Objective: The purpose of this study was to determine the benefit of early glucose screening prior to 24 weeks' gestation in detecting gestational diabetes.
Study design: A retrospective analysis of 329 patients who received both early and complete prenatal care at the University of Illinois was performed. A 50-g, 1-hour glucose screen was performed at the first prenatal visit. An abnormal glucose screen, defined as blood sugar > 135 mg/dL, was followed by a 100-g, 3-hour glucose tolerance test. Gestational diabetes was defined as the presence of two or more abnormal values on the three-hour test. This protocol was repeated again at 28 weeks in all patients except those diagnosed as diabetic by having abnormal early three-hour tests. Data collected included maternal age, race, gravidity, presence of risk factors, pregnancy weight gain at glucose testing and delivery, neonatal birth weight and trauma. Data were analyzed using analysis of variance and chi 2 testing, with P < .05 considered significant.
Results: Gestational diabetes was diagnosed in 20 (6.1%) of the study patients.

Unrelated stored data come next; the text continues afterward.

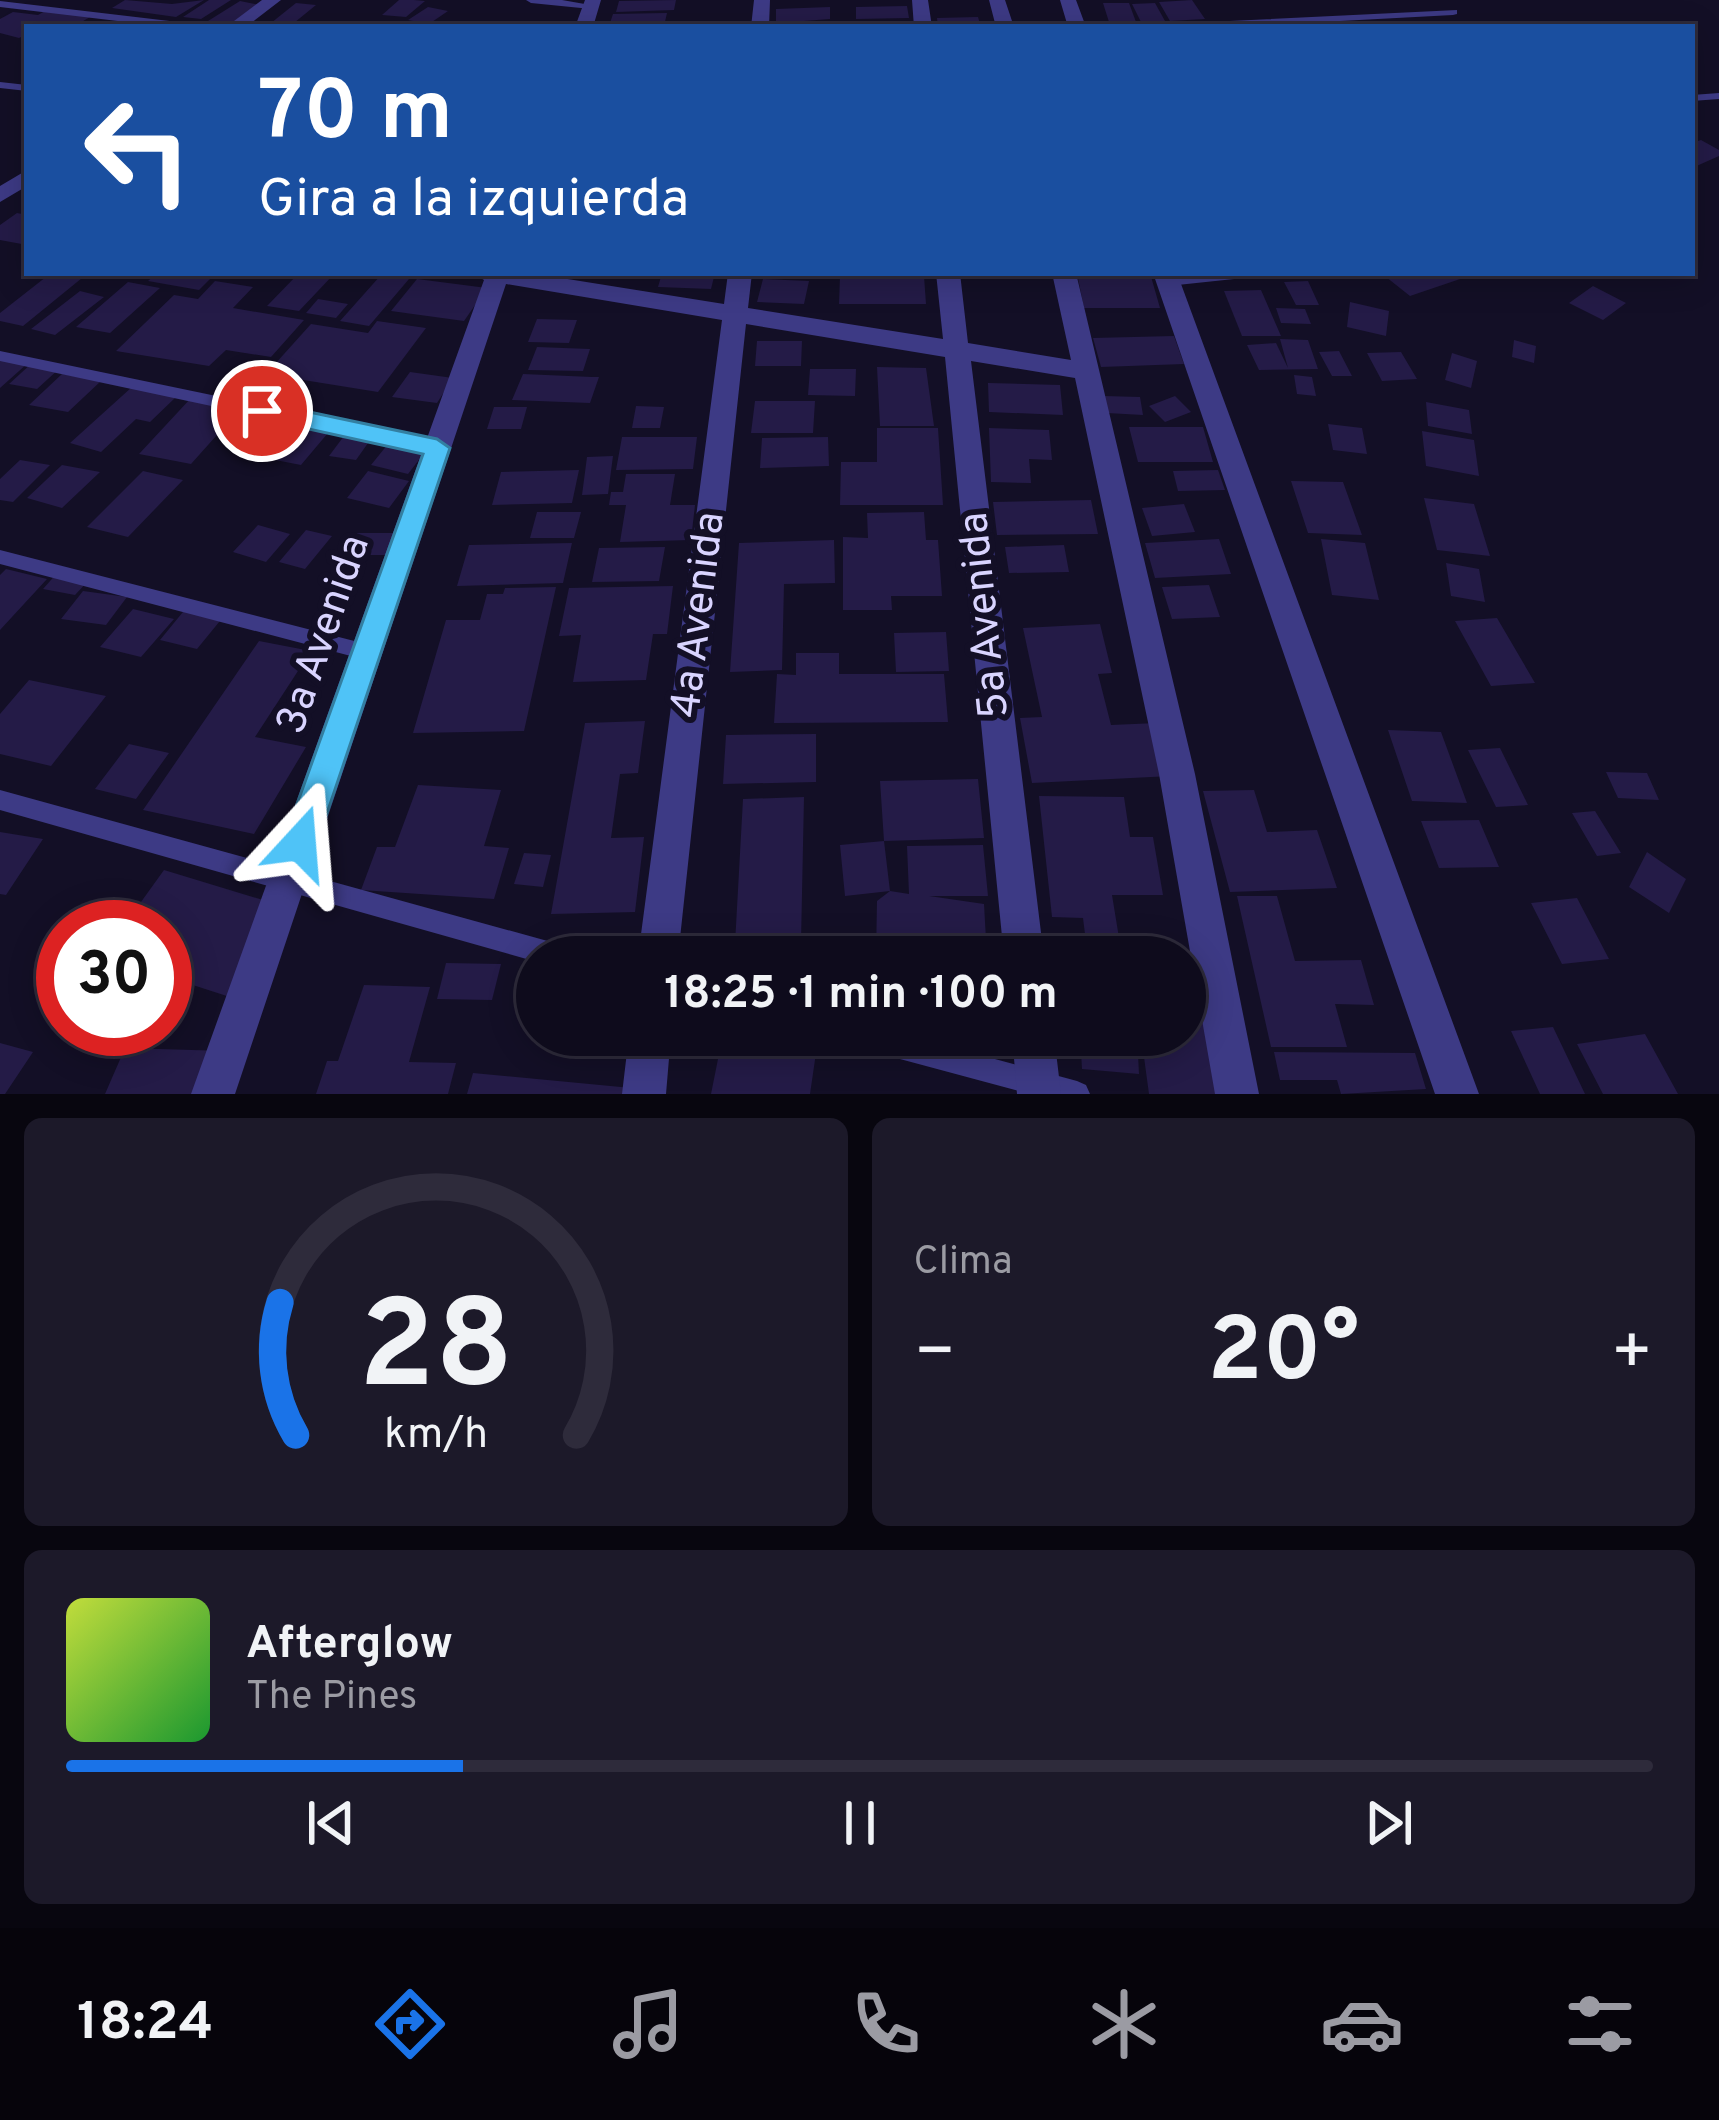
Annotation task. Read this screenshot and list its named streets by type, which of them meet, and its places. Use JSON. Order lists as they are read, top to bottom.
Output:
{
  "streets": {
    "street": ["4a Avenida", "5a Avenida", "3a Avenida"]
  },
  "page": {
    "turn": ["70 m", "Gira a la izquierda"],
    "limit": "30",
    "trip": "18:25 · 1 min · 100 m",
    "tile": "Clima",
    "heat": ["−", "20°", "+"],
    "song": ["Afterglow", "The Pines"],
    "tabs": "18:24",
    "gauge": ["28", "km/h"]
  }
}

Eight (40%) of the gestational diabetics in the study population were detected with the early screening protocol. Factors associated with early detection of glucose intolerance included maternal age > 30 years (P < .001), black race (P < .001) and the presence of risk factors (P < .0001). Poor pregnancy weight gain was associated with the late development of glucose intolerance (P < .001). Gestational diabetes was subsequently diagnosed in 16% (6/38) of those patients who had, on early testing, an elevated one-hour glucose screen and negative three-hour glucose tolerance test when testing was repeated in the third trimester.
Conclusion: Early gestational glucose screening may be beneficial in detecting gestational diabetes in patients over 30 years old who are black or who have risk factors for diabetes. Consideration should be given to repeat glucose testing in the early third trimester in patients with false positive early one-hour screening tests.